> [EXERCISE INSTRUCTIONS]
Scan the material for the word "names" and copy each line where it occurs.

DATA EXTRACT Start Marker

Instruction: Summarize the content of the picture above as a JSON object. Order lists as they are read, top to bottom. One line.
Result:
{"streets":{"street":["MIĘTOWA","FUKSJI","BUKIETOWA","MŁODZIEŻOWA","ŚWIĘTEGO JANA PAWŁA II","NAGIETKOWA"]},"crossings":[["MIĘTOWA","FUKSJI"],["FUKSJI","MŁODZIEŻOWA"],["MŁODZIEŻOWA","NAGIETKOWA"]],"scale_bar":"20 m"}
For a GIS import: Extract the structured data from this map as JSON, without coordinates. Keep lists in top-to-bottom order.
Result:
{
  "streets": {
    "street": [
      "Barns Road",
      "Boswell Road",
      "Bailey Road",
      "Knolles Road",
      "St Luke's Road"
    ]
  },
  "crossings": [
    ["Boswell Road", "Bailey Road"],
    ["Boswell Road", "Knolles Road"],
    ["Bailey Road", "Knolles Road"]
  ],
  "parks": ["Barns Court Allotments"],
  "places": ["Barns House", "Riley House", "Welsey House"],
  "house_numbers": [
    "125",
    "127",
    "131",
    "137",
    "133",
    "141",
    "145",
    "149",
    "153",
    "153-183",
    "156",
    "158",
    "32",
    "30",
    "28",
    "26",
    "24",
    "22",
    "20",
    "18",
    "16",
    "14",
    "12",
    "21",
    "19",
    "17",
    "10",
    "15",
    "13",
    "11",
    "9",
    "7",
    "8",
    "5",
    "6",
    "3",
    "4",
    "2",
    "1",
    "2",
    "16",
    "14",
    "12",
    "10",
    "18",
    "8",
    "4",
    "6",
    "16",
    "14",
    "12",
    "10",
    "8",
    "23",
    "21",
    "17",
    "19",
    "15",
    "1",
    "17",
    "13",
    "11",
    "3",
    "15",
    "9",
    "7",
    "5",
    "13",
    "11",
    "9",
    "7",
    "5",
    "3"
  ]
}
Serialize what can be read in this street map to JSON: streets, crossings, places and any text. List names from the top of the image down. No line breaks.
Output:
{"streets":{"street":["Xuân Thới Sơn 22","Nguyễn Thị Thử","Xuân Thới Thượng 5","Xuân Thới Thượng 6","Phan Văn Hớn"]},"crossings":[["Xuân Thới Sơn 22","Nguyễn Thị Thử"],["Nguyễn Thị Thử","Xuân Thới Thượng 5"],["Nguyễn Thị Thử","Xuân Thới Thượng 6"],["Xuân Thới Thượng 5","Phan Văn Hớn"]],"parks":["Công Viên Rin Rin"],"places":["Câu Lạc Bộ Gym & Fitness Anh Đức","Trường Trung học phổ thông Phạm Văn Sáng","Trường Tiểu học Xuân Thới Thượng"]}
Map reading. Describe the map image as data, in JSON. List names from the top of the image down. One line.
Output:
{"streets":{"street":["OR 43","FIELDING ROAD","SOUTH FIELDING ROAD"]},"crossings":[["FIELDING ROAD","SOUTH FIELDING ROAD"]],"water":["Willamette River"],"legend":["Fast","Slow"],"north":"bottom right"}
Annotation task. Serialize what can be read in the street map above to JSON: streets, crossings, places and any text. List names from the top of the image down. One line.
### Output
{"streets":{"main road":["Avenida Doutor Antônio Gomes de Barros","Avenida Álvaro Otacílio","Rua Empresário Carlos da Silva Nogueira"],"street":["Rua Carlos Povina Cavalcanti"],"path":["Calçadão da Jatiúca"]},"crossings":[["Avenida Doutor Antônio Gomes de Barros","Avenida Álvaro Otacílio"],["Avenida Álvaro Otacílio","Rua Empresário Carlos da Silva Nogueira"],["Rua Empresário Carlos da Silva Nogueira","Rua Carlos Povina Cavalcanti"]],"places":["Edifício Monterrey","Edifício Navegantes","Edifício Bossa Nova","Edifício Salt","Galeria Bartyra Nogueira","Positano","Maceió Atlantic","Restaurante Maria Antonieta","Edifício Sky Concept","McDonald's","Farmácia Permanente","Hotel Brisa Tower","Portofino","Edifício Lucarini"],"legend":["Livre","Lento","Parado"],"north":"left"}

DATA EXTRACT End Marker

> [SOLUTION FOR THIS PROBLEM]
Serialize what can be read in this street map to JSON: streets, crossings, places and any text. List names from the top of the image down. No line breaks.
Map reading. Describe the map image as data, in JSON. List names from the top of the image down. One line.
Annotation task. Serialize what can be read in the street map above to JSON: streets, crossings, places and any text. List names from the top of the image down. One line.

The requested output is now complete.